Severely-Burned Children Saved

8 02 2009

Just about one year ago this weekend I had an accident.

I wasn’t feeling well; I had a sore throat and was very congested. Not being one that likes to take medications for such things, I made some herb tea in a teapot on the stove. The teapot whistled, and poured the water that had moments before been at a rolling boil into a large cup. As I was carrying this cup across the room to sit down in front of the television the handle of this cup broke free and I lost control of the cup. The boiling water, just under a quart if it, spilled over unto my left leg.

I’ve been hurt before. Lots of broken bones. Leg, arm, collarbone, shoulder. Dislocated an elbow once. None of those felt anything like this; this was a level above. To make matters worse the cotton pants I was wearing had a knotted drawstring so my leg was literally cooking in the water trapped in the cotton.

I eventually got the pants off and to the emergency room.
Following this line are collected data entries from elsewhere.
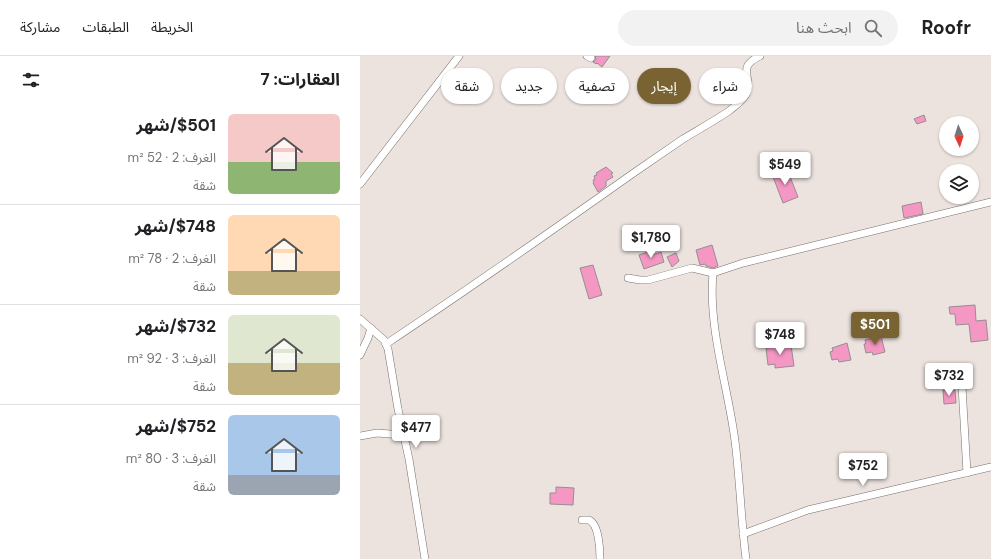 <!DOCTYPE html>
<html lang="ar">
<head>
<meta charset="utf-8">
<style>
  body { margin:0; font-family:"DM Sans","Noto Sans Arabic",sans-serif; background:#f2f2f2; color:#202124; direction:rtl; height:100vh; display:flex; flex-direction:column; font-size:15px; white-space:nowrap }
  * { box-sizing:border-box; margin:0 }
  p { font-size:13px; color:#757577 }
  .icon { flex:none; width:22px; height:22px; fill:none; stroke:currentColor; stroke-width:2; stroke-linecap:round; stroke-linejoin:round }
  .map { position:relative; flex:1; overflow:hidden; direction:ltr }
  .sheet { display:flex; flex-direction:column; background:#fff; width:360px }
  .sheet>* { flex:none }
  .top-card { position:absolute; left:12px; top:12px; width:380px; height:36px; direction:rtl; display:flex; gap:8px }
  .needle { width:26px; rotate:176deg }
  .fabs { position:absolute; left:579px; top:60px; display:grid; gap:8px }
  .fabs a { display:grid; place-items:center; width:40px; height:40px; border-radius:50%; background:#fff; box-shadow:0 1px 3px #0004; font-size:20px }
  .price { position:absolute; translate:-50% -34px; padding:0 9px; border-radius:4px; background:#fff; color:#222; font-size:13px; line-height:26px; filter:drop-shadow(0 1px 2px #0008) }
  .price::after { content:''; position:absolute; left:50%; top:24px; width:12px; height:9px; margin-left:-6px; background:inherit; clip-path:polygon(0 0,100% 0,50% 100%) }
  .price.current { background:#796333; color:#fff }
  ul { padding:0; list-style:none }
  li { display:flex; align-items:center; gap:12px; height:100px; padding:0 20px }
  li+li { border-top:1px solid #e0e0e0 }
  li span { display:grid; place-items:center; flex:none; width:112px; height:80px; border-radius:6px; color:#555 }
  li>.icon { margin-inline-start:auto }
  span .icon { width:48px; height:48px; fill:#fffc; stroke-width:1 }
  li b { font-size:17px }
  h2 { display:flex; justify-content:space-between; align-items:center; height:48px; padding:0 20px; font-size:17px }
  .tag { padding:0 14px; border-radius:18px; background:#fff; box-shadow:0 1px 3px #0004; font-size:14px; line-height:36px }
  .tag.current { background:#796333; color:#fff }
  header { display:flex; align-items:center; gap:24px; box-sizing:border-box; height:56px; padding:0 20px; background:#fff; border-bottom:1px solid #e0e0e0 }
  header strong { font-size:19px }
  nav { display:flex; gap:22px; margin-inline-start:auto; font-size:14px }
  .search { width:280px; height:36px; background:#f2f2f2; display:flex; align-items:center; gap:10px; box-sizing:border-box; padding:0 14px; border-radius:22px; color:#757577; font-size:15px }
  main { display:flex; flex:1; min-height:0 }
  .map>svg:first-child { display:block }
  .building { fill:#f498c3; stroke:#968d91 }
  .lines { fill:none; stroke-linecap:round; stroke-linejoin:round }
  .minor-casing { stroke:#77706c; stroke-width:8 }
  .minor { stroke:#fff; stroke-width:7 }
</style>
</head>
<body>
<header>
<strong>Roofr</strong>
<div class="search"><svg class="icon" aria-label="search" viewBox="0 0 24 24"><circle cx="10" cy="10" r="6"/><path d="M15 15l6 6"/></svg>ابحث هنا</div>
<nav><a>الخريطة</a><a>الطبقات</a><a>مشاركة</a></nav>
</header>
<main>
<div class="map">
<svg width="631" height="503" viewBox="0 0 631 503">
  <rect width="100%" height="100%" fill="#ece3df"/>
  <!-- building -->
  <g class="building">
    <path d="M235,0H250L242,11L237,7L236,8L233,6L236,4Z"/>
    <path d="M564,59L566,65L557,68L554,63Z"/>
    <path d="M246,111L253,117L251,118L253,121L246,125V130L238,136L233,127L234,126L233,124L235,123L234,120L237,119L236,117Z"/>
    <path d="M427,113L438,141L423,147L412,118Z"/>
    <path d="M561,146L563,158L544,162L542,150Z"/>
    <path d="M352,189L358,210L353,212L346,210L345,208L340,209L336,194Z"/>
    <path d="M291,195L292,199L301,196L304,206L284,213L279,199Z"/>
    <path d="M316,197L319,205L312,211L307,201Z"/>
    <path d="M233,209L242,239L229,243L220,212Z"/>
    <path d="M615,249L616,265L626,264L628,284L611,286L609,268L596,269L595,258H590L589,251Z"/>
    <path d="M521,280L525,296L513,299L512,296L506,297L504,288H506L505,284Z"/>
    <path d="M487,287L491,304L479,306L478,303L472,304L470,296L473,295L472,292Z"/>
    <path d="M431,289L434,310L415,312V308L408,309L406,292Z"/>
    <path d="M583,334H595L596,347L584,348Z"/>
    <path d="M196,431L214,432L213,449L190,448V437H196Z"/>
  </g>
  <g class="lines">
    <defs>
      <g id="minor">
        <path d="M227,0L231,2"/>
        <path d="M0,128L99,0"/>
        <path d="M353,217C348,273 368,330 375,385C380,424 381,464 386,503"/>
        <path d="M268,222L280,224H288L332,212L353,217L383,207L631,146"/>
        <path d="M0,263L24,284L28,293L38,353L49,403L65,503"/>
        <path d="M26,288C110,232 193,174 275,116C291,105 307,94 323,83C338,74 354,65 369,55C375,50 383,45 386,38C394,21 375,12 400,0"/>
        <path d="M0,299L8,282L11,272"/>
        <path d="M601,313L607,417"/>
        <path d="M0,380L17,377L43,379"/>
        <path d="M222,464C224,464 227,464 229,464C239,468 240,494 240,503"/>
        <path d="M383,478L448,454L631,411"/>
      </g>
    </defs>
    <!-- minor casing -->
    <use href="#minor" class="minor-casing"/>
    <!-- minor -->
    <use href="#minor" class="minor"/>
  </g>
</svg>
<div class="fabs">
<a><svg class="needle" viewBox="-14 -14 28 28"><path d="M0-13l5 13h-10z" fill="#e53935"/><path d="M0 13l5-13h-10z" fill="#757577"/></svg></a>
<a><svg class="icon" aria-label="layers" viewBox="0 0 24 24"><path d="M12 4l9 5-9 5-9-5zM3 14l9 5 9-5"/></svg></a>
</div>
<b class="price" style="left:425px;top:130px">$549</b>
<b class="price" style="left:291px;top:203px">$1,780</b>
<b class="price current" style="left:515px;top:290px">$501</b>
<b class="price" style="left:420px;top:300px">$748</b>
<b class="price" style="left:589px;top:341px">$732</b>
<b class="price" style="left:56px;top:393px">$477</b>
<b class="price" style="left:503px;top:431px">$752</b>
<div class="top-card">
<a class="tag">شراء</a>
<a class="tag current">إيجار</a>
<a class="tag">تصفية</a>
<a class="tag">جديد</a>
<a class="tag">شقة</a>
</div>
</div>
<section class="sheet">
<h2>العقارات: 7<svg class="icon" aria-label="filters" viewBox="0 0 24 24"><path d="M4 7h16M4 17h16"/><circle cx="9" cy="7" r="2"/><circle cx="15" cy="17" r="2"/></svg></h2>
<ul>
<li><span style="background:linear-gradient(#f6c9c9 60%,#8fb573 0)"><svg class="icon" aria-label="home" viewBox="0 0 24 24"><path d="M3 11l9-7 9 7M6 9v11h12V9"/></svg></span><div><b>$501/شهر</b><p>الغرف: 2 · 52 m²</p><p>شقة</p></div></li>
<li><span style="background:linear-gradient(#ffd9b3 70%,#c2b280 0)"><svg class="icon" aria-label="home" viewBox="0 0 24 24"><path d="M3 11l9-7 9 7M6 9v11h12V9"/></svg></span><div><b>$748/شهر</b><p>الغرف: 2 · 78 m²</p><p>شقة</p></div></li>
<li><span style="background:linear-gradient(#dfe7d0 60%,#c2b280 0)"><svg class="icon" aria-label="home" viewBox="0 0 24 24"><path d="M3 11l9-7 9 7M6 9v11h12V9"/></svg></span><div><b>$732/شهر</b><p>الغرف: 3 · 92 m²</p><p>شقة</p></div></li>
<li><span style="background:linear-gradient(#a9c7e8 75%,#9aa5b1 0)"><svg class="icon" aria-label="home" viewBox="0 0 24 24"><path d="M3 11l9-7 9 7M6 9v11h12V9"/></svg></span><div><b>$752/شهر</b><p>الغرف: 3 · 80 m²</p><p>شقة</p></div></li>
</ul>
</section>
</main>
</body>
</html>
They took one look at me and said “there’s nothing we can do for you here”. They put me on an ambulance and transferred me to the regional burn center at Santa Clara Valley Medical Center. That’s when my education began.

When I got to the burn center, the first thing that struck me was just how specialized the equipment and procedures are. High-coverage severe wound care isn’t like anything else. Patients are submerged, showered, scraped, scrubbed, and dressed several times daily. It’s profoundly uncomfortable, excruciating at times, and the larger the burn coverage area, the longer the patient has to endure it each day. For a patient with severe burns over 80%+ over his or her body, it’s an exercise in character and resolve that can last several hours a day.

The resolve is required not just from the patient, but from the would care nurse as well. They know what they’re doing is painful, but they know it’s also critical to affect the patient’s recovery. Even in the generally aseptic conditions of the burn unit, it’s common for there to be infections that can quickly become life-threatening. Once again, the larger the burn converage, the larger the risk of infection, the harder it is to fight, the higher the risk of mortality.

Proper and diligent wound care, enduring through the pain of it, and performing it expertly and compassionately, means survival to burn patients.

Some statistics that I didn’t appreciate until I spoke to these nurses (from the  National Burn Repository 2007 Annual Report):

  • There were 178,ooo burn cases in the US in 2007
  • Of those 178,000 cases, 21.4% were children 15 or under. 9.4% were in the 5-15 age group.
  • 40.3% of cases were burns from fire, 29.5% of cases were from scalding water. 
  • There were 2,189 burn cases in 2007 that were more than 40% of body coverage. 
  • For cases with 40-49% coverage, the mortality rate is 25.4%. For coverage 60-69%, that mortality rate nearly doubles to 47.3%. For 80-89%, it’s up to 71.9%. Over 90% is 81.2%.

Let’s back up on that last statistic. If a patient is burned on 90% or more of her body, there’s an 81.2% change she’ll die. When I was in the Santa Clara Valley burn unit, there was such a girl in the suite adjacent to me. A child, 4 years old. She had been playing with her cousin near the kitchen, when decided to see what was cooking on the stove. She pulled down the oven door, and to help herself up up to see what was up there, she pulled down on the stew pot on the front burner. 

She accidentally poured two gallons of boiling water all over her body.

Three months later, she was alive, despite a 90% coverage injury. She was not recognizable as a girl, but she was very much alive. All due to the care and treatment that she received from the nurses in  that unit.

What’s amazing to me is that I didn’t learn about the details of this case  from the nurses. I learned about it from a firefighter that came to drop off a basket of treats for the nursing staff. In his free time.

There are several ways to determine if someone’s a hero. Firefighters coming to drop off gifts of appreciation to you in their free time, well I have to say that about the very top of the list.




One response

24 04 2010
Jenny Perkins

I was not the one in pain or suffering as you were, but it was a life changing experience for me as well. Seeing others rise to greet their trials is humbling, especially when they are children. Whenever I see a body that is less than perfect and bears the scars of physical trials, I marvel with respect. It would be easy to look at one who is less than perfect with an emotion tinged with horror and shock, but experience and witness have changed that sentiment to one of admiration for courage, faith, strength and humility. I believe that firefighters recognize the honor and blessing of being a small part of or witness to the pain and suffering that changes souls. Thank you for writing this! I love you!